(Information shown begins)
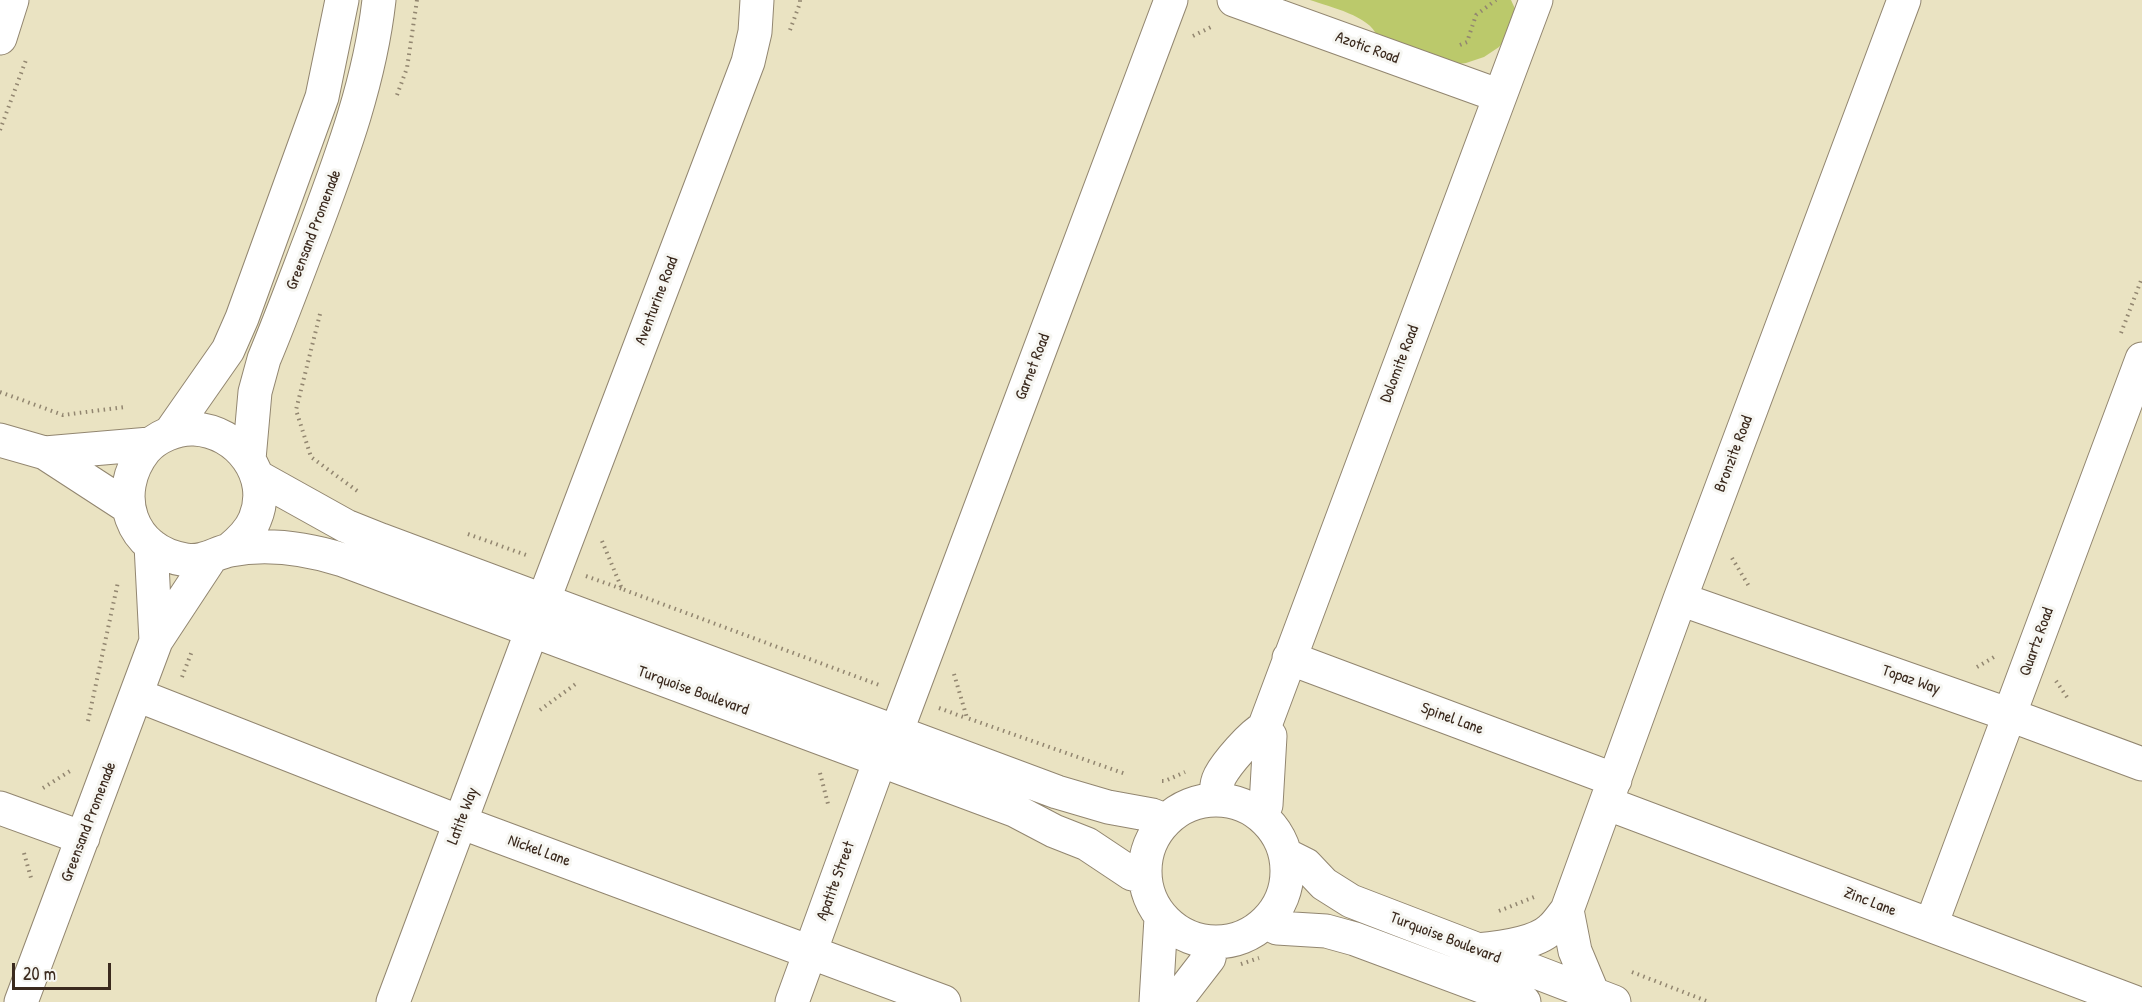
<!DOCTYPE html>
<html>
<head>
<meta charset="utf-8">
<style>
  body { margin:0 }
  #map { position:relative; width:2142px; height:1002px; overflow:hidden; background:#eae3c2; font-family:"Patrick Hand",sans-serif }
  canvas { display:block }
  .scale { position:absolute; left:12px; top:963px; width:99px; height:27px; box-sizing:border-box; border:3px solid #3b2a1e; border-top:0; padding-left:8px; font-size:18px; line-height:21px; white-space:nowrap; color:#3b2a1e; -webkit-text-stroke:4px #f6f6f2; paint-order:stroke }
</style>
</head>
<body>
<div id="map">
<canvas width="2142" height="1002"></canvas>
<div class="scale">20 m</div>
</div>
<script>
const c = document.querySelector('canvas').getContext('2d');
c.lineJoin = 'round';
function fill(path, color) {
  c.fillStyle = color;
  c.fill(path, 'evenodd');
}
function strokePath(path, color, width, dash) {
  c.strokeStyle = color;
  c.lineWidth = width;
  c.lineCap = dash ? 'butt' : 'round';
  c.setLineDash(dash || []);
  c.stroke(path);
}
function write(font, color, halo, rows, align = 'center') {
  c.font = font + ' "Patrick Hand",sans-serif';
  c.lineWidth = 6;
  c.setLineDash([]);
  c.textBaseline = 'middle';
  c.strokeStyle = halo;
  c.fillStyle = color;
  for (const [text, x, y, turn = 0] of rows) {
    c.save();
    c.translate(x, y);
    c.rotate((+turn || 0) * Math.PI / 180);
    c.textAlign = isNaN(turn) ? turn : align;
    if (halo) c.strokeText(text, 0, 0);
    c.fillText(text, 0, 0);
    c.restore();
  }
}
const green = new Path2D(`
  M1310,0H1511L1516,11L1505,40L1499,47L1484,57L1466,63L1458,64L1377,36C1370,16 1330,7 1310,0Z`);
const path = new Path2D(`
  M790,30L800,3V0
  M1193,36L1213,26
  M1460,45L1467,42L1476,15L1496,0
  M397,95L407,68L417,0
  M0,130L26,60
  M320,314L296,410L311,457L360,493
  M2121,333L2142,278
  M0,392L63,415L125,407
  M468,534L526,555
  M602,541L622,589L879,685
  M1732,558L1750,588
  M586,576L622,589
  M1977,667L1994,657
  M954,674L967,718L1126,774
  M182,677L192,651
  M2056,681L2069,700
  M939,708L966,718
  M540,710L577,683
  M88,721L118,582
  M820,773L828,804
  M1162,781H1165L1185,772
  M43,788L70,771
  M24,853L31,878
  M1499,911L1534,897
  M1241,964L1259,958
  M1632,972L1709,1002`);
const minor = new Path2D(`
  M1234,0L1500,96
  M0,38L12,0
  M170,433L228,350L242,318L322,97L342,0
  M0,440L45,453L128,507
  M45,453L150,444
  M249,459L255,392L264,359C282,316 298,272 315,228C343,153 370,80 379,0
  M258,477L346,526L381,540L1057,792L1108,807L1152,815L1165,820
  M151,545L156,641
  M229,550C240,541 250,532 255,519C273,476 238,431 194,429C177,428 156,437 145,450C111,493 130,552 186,560C203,563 215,553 230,550C267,543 308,549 343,560L1014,810L1054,831L1087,844L1132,874L1144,875
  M544,599L748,62L755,32L757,0
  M1680,599L2010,715L2142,764
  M1289,658L1615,780
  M137,695L460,822L944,1002
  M896,733L1171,0
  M1218,799C1216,792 1216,784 1220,776C1227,763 1251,735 1264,728L1536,0
  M1145 871a71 71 0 1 1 142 0a71 71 0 1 1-142 0Z
  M1606,803L2134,1002
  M0,808L83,838
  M1258,813L1266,805L1270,736L1264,728
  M1286,855L1306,865L1324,884L1351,901L1614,1002
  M1567,910L1575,951L1593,994
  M1267,922L1277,928L1326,931L1355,939L1524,1002
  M1931,925L2142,359
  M1477,950C1498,948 1535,944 1551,929C1557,924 1562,916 1567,910L1680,599L1904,0
  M21,1002L156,641L210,559
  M393,1002L532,630
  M792,1002L880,760
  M1156,1002L1161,918
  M1175,1002L1209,958L1212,943`);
const streetNames = [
  ["Azotic Road",1367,48,20],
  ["Greensand Promenade",314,230,-69],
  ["Aventurine Road",657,301,-69],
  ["Dolomite Road",1400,364,-69],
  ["Garnet Road",1033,367,-69],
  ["Bronzite Road",1734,454,-69],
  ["Quartz Road",2037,642,-70],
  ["Topaz Way",1911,680,19],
  ["Turquoise Boulevard",693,691,20],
  ["Spinel Lane",1452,719,20],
  ["Latite Way",463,816,-69],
  ["Greensand Promenade",89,822,-69],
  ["Nickel Lane",539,851,20],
  ["Apatite Street",836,881,-70],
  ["Zinc Lane",1870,902,21],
  ["Turquoise Boulevard",1445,938,21]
];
fill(green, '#bbc96b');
strokePath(minor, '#928670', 35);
strokePath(path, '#928670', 4, [1.5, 4.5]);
strokePath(minor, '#fff', 33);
write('16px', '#3b2a1e', '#f6f6f2', streetNames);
</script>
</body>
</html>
(Information shown ends)
Try it: Return the count of lines in the entries above that include the word "strokeStyle", without any added text.

Problem solution: 2